Jusqu’au début du mois d’octobre, on s’attendait encore à une reprise de l’ancien scénario électoral avec une polarisation classique entre la social-démocratie du PT et le libéral-conservatisme du PSDB. On savait qu’il y aurait sans doute un second tour et on se faisait des scénarios du pire, mais sans vraiment y croire. Le samedi d’avant les élections, des millions de citoyens et citoyennes avaient manifesté dans les rues des grandes villes du Brésil, en réponse à l’appel des femmes pour faire barrage à l’innommable («le chose») et défiler sous un mot d’ordre unique: «pas lui» (#elenão). L’accession au pouvoir de l’extrême droite paraissait possible, mais improbable. En une semaine, cependant, tout a changé et le système s’est rendu. Ni «cordon sanitaire» ni «sursaut républicain» ne se mettent en place. L’ex-président Fernando Henrique Cardoso, tout comme les médias d’ailleurs, à l’exception de El Pais Brésil, invoque une neutralité qui ne tient discursivement que par l’assimilation du PT à l’extrême gauche et en symétrie avec l’extrême droite. Le Venezuela fait figure de repoussoir. En quelques jours, le candidat outsider a emballé les marchés, les médias, les églises néo-pentecostales, la Cour suprême, les juges, dans un mouvement convulsif de sabordement. L’«antipétisme» associé à la promesse d’une purge sécuritaire et d’un retour à l’ordre moral catalyse les rancœurs.
Hold-up électoral
Les résultats du premier tour ont provoqué des ondes de choc. Les partis de centre droit ont tout simplement été laminés. Seul subsiste le PT, arrimé – mais pour combien de temps encore? – au capital symbolique de Lula, particulièrement vivace dans le Nordeste. De profondes dissensions apparaissent à l’intérieur des familles, des collectifs de travail et des groupes d’amis, qui se disent désormais irréconciliables. L’effet de «hold-up électoral» du premier tour n’est pas sans rappeler le choc qu’a constitué la victoire d’Emmanuel Macron auprès des partis de l’establishment. Il reste une différence de taille. Au Brésil, «En marche» risque bien d’être une marche militaire. Un peu comme si c’était Jean-Marie Le Pen qui s’installait à l’Elysée.
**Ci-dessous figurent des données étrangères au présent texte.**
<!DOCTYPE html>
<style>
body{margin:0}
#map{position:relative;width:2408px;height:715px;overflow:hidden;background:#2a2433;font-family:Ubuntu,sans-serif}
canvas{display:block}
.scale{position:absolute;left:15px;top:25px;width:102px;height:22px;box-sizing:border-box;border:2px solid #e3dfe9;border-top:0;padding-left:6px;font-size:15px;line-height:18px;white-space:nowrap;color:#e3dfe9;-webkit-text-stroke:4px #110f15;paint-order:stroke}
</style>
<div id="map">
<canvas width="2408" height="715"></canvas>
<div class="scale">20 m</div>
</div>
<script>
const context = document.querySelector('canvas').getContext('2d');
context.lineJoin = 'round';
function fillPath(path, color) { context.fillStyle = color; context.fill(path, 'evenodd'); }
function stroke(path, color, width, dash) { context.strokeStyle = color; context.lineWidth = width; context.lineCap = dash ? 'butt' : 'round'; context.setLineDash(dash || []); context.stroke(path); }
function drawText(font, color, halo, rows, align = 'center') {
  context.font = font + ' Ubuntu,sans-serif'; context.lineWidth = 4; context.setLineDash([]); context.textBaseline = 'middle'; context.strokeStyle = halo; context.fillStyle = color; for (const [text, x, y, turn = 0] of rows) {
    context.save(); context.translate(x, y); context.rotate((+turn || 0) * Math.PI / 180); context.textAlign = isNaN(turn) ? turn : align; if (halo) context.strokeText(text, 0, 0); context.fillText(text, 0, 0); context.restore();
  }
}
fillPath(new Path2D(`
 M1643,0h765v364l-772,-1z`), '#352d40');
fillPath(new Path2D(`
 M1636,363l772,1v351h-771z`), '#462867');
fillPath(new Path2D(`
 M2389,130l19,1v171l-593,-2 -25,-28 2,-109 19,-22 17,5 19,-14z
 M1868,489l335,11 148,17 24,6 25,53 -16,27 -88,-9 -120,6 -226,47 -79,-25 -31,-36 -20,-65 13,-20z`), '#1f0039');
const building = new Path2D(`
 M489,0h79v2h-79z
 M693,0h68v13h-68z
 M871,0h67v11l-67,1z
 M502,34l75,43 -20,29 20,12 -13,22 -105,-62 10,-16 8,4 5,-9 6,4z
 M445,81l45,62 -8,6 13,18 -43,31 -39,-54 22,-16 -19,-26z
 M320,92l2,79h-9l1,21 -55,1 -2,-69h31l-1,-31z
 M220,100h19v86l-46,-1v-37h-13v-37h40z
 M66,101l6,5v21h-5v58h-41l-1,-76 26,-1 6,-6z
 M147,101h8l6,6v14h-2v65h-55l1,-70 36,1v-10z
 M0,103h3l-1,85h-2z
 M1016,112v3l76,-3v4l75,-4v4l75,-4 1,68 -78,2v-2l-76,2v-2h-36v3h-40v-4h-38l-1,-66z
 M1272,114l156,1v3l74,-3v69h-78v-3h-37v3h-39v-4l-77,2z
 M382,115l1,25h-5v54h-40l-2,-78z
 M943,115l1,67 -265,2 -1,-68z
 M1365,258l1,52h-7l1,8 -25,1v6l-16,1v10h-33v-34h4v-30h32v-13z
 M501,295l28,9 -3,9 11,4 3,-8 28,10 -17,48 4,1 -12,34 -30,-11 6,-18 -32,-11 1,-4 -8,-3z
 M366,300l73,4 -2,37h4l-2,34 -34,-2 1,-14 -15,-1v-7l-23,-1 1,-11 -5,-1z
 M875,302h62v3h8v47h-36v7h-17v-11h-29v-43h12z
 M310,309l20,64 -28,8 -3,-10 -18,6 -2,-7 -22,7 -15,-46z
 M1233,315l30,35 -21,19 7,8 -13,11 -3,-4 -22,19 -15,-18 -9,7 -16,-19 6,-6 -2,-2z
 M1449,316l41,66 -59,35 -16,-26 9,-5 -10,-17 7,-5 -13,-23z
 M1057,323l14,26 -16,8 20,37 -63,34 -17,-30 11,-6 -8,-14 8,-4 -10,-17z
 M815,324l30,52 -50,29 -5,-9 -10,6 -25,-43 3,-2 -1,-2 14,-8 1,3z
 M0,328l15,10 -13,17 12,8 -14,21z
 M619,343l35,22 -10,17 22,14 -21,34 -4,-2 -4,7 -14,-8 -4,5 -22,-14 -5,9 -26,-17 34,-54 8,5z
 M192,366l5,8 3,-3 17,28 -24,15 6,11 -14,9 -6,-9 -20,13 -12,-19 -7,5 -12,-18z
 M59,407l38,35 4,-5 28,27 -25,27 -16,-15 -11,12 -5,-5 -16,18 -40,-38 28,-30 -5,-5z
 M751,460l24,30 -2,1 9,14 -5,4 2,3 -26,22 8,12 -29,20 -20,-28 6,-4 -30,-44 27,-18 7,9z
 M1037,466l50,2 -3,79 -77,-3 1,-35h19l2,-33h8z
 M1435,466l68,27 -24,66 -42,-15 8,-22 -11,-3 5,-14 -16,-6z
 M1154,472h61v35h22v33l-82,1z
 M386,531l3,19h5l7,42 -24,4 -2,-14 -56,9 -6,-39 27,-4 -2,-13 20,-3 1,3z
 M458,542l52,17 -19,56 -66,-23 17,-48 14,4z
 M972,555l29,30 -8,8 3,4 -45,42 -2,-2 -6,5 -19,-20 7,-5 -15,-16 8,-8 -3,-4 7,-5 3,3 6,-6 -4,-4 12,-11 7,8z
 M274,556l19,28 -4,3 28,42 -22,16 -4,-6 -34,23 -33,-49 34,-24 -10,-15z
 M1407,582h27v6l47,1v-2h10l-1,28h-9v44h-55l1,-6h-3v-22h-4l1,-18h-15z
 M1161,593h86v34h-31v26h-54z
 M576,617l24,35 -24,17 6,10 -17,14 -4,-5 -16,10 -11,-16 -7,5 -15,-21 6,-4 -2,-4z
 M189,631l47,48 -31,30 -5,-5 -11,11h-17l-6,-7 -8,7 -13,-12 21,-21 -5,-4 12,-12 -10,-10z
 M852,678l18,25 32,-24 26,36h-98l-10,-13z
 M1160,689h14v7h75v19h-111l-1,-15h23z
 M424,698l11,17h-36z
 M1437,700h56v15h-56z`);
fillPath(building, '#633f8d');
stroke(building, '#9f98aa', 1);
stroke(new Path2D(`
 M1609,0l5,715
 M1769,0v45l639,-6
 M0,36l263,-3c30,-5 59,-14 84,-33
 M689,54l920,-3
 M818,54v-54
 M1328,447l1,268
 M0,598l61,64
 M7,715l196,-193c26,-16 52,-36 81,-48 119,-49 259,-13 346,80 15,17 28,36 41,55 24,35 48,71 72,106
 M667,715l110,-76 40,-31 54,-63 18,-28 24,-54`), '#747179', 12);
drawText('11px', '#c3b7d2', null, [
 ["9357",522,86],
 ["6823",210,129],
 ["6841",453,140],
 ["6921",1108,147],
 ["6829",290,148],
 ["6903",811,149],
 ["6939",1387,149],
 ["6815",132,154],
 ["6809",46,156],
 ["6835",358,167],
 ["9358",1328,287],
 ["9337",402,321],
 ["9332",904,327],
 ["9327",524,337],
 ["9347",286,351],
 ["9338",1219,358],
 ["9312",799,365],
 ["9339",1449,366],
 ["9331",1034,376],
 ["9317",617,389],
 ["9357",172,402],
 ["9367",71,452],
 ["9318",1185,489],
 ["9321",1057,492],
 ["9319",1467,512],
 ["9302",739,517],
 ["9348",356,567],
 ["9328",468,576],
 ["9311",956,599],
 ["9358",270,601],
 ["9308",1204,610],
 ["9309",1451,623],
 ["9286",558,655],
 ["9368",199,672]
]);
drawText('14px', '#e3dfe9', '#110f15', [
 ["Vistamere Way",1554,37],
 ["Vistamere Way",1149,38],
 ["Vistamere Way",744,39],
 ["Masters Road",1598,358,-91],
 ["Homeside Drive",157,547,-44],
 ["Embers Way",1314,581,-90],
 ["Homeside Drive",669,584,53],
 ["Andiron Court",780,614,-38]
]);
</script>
En revanche, l’ultralibéralisme annoncé du programme de son gourou économiste le rapproche sans doute davantage du projet de Pinochet et de ses Chicago Boys. Il reste tout juste deux semaines pour provoquer un choc de conscience. Si Bolsonaro l’emporte finalement, c’est toutes les Amériques qui se trouveront à nouveau confrontées à leur passé autoritaire. C’est pourquoi le second tour n’importe pas seulement pour le Brésil, mais risque de résonner pour longtemps comme un coup de semonce dans l’horizon démocratique du sous-continent.
Frédéric Vandenberghe Sociologue, professeur à l'institut de philosophie et de sciences sociales de l'Université fédérale de Rio de Janeiro (IFCS-UFRJ) , Jean-François Véran Anthropologue, professeur à l'institut de philosophie et de sciences sociales de l'Université fédérale de Rio de Janeiro (IFCS-UFRJ)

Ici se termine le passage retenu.